What you have to do = Could you show all lines in the entries below that contain the string "roads"?

=====

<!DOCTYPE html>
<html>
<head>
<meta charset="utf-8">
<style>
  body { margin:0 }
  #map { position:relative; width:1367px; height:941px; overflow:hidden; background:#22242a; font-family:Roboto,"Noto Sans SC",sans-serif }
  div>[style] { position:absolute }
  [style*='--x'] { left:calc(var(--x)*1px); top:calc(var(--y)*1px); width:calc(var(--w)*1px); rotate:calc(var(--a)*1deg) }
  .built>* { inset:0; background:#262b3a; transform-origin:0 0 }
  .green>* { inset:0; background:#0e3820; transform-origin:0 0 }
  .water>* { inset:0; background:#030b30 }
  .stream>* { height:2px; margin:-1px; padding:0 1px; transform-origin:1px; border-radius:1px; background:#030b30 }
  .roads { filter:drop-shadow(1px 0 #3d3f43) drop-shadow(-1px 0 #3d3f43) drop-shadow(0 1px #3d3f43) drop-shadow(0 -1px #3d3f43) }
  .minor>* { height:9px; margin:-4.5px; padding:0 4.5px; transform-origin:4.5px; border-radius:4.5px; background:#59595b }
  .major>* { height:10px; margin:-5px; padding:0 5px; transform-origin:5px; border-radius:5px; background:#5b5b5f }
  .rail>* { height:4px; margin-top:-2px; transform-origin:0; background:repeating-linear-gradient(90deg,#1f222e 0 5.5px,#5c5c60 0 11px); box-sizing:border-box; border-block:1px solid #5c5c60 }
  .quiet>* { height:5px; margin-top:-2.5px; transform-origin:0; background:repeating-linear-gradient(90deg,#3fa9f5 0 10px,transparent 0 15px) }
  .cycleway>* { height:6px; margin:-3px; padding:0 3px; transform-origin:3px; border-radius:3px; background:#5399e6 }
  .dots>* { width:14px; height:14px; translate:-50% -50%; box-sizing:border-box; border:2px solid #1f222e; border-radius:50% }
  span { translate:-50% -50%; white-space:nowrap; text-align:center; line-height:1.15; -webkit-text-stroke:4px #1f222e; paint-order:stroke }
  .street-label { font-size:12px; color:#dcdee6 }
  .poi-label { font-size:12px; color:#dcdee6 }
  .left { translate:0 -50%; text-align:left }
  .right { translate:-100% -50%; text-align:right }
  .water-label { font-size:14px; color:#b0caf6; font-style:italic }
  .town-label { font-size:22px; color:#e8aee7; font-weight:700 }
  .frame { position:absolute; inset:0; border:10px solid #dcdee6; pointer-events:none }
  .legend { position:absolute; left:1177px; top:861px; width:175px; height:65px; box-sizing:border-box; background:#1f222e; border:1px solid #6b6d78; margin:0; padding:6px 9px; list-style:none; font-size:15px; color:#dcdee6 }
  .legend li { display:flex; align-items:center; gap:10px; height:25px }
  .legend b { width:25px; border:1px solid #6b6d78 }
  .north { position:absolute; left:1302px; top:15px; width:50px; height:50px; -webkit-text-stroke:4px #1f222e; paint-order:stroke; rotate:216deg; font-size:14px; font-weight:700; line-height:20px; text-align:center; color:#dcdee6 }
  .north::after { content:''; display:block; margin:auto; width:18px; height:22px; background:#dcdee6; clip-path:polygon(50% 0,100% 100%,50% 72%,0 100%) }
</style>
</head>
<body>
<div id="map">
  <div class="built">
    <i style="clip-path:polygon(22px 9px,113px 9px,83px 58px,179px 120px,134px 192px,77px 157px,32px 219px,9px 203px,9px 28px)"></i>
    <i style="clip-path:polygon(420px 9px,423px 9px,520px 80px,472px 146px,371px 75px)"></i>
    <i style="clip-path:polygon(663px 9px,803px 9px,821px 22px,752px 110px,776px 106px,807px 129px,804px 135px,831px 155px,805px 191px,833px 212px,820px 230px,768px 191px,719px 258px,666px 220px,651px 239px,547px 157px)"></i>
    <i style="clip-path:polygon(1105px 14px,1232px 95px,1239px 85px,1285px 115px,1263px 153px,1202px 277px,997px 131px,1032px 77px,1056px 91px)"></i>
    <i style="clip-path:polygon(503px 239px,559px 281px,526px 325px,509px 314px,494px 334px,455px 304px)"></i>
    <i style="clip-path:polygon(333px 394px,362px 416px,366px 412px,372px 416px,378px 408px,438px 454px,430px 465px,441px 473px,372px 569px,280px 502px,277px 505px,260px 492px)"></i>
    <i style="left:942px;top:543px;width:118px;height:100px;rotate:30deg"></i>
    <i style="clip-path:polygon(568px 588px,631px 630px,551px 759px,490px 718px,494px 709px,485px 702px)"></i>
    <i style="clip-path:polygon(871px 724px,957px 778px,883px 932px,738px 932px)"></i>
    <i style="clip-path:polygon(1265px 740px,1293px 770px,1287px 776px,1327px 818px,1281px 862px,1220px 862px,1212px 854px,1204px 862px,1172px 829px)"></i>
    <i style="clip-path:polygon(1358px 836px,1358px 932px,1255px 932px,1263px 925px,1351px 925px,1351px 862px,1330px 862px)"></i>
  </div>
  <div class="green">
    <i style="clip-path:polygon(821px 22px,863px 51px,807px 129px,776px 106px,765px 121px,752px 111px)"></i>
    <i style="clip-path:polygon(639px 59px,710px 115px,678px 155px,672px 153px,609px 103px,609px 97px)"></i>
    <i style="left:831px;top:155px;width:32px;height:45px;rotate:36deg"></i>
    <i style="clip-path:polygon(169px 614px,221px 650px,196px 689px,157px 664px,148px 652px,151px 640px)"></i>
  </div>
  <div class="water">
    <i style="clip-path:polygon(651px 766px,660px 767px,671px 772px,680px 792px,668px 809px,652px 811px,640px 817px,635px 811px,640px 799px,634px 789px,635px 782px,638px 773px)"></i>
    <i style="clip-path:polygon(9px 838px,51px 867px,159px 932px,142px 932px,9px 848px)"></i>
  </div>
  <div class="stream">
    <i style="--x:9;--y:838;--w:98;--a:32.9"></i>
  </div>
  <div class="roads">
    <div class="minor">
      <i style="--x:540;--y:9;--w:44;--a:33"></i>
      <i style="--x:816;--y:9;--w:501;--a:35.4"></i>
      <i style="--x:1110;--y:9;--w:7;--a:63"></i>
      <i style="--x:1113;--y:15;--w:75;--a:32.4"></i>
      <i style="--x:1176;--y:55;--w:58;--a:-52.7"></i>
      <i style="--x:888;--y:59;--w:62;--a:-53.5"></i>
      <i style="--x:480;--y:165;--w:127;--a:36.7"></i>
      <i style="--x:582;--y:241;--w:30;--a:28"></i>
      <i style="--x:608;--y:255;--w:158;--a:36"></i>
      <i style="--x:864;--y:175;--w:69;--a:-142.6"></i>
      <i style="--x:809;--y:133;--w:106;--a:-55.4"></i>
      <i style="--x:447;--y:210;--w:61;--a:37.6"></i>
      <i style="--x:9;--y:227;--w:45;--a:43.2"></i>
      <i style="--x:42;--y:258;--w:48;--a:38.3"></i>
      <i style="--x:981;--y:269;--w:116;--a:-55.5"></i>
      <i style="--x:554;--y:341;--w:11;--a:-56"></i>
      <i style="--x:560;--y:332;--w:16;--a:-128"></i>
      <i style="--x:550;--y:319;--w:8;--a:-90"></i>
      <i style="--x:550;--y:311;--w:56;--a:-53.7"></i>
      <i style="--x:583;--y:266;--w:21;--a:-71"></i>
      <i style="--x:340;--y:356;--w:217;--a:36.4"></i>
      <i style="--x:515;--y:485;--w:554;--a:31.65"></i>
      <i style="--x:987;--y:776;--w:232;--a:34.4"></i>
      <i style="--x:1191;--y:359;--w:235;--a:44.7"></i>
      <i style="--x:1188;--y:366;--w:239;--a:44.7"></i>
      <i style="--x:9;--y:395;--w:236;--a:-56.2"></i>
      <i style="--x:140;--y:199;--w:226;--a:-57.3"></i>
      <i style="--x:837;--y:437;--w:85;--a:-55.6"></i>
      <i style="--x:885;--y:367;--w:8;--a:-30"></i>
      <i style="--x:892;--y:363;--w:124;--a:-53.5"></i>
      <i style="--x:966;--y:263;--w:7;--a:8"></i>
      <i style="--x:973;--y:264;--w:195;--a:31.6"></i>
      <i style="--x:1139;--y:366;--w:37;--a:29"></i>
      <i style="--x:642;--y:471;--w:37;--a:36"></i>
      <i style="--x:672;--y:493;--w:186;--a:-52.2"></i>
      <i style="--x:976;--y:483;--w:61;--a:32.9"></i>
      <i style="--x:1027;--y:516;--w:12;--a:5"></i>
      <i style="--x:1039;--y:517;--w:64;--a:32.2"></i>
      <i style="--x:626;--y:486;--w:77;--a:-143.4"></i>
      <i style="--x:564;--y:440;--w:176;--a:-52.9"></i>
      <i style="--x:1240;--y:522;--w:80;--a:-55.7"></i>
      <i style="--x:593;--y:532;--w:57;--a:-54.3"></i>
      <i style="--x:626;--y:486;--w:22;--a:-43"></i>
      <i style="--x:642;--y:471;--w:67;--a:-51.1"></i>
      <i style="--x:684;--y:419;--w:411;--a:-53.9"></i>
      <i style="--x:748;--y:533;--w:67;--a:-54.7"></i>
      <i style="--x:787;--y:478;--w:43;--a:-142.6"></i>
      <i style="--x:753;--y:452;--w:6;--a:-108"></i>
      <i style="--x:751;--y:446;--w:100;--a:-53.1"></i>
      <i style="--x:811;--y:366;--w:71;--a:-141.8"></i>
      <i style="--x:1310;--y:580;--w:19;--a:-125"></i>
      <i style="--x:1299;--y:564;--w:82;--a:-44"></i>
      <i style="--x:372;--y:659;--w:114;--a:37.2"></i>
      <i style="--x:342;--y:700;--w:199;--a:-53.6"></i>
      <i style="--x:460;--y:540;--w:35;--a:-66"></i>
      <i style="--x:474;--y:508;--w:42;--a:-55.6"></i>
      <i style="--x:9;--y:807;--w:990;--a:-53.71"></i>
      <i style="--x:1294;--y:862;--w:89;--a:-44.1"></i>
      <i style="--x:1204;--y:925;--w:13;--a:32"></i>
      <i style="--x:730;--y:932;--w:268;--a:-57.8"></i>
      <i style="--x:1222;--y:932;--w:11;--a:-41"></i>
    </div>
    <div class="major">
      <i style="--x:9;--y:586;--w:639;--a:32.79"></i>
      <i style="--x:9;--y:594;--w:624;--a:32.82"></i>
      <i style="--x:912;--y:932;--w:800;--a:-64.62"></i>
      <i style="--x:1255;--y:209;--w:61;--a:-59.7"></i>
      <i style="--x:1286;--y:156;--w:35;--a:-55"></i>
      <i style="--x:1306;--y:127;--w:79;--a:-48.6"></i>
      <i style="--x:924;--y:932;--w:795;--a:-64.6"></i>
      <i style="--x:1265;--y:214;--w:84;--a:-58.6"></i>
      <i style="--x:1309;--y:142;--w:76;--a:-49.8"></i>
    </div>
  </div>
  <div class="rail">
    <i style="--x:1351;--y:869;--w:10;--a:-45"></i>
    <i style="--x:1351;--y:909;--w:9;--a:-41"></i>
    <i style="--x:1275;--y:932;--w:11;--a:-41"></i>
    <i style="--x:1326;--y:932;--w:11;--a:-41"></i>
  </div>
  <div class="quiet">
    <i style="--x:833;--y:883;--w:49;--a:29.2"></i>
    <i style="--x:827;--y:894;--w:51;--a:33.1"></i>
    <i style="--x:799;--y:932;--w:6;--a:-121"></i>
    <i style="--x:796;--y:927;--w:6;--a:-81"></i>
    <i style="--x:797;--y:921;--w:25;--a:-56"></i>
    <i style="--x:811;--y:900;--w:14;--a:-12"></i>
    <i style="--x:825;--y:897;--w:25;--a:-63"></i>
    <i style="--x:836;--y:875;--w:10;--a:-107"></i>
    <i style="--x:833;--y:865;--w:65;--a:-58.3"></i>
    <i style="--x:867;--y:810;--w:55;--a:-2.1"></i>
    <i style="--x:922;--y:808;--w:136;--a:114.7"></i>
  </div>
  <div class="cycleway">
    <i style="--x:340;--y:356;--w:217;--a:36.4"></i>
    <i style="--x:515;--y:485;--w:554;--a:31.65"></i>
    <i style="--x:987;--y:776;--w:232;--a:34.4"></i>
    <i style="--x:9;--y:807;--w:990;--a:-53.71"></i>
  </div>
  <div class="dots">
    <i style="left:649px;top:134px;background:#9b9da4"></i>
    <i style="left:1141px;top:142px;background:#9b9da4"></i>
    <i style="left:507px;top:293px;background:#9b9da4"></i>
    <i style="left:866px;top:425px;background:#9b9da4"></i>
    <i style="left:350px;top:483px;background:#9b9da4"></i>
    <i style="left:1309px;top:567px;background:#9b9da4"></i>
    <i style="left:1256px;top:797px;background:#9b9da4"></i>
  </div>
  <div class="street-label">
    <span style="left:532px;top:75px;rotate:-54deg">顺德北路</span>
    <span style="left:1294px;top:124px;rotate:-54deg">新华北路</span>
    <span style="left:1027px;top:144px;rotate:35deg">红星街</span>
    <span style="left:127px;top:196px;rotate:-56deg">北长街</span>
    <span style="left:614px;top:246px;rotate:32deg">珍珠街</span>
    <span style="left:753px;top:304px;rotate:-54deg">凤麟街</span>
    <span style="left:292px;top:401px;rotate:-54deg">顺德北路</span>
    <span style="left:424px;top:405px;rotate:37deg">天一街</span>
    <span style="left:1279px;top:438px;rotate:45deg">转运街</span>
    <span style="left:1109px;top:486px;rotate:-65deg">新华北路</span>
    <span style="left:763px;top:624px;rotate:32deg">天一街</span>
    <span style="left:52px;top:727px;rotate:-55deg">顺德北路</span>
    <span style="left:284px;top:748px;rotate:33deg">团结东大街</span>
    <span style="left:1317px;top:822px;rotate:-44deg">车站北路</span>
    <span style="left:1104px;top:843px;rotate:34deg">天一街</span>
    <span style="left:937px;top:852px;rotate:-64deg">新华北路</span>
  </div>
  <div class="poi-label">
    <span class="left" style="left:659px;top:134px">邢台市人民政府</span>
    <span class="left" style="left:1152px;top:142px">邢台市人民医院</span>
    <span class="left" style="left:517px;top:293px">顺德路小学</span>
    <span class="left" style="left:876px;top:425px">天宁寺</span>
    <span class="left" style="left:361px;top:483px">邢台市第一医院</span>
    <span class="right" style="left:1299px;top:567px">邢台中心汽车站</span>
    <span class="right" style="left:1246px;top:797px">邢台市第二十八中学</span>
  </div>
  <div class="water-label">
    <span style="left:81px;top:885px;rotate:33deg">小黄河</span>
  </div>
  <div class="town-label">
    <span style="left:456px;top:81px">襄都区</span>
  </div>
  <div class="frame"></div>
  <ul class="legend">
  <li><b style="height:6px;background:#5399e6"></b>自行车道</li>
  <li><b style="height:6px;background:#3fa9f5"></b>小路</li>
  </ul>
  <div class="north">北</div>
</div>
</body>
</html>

=====

Task output =
  .roads { filter:drop-shadow(1px 0 #3d3f43) drop-shadow(-1px 0 #3d3f43) drop-shadow(0 1px #3d3f43) drop-shadow(0 -1px #3d3f43) }
  <div class="roads">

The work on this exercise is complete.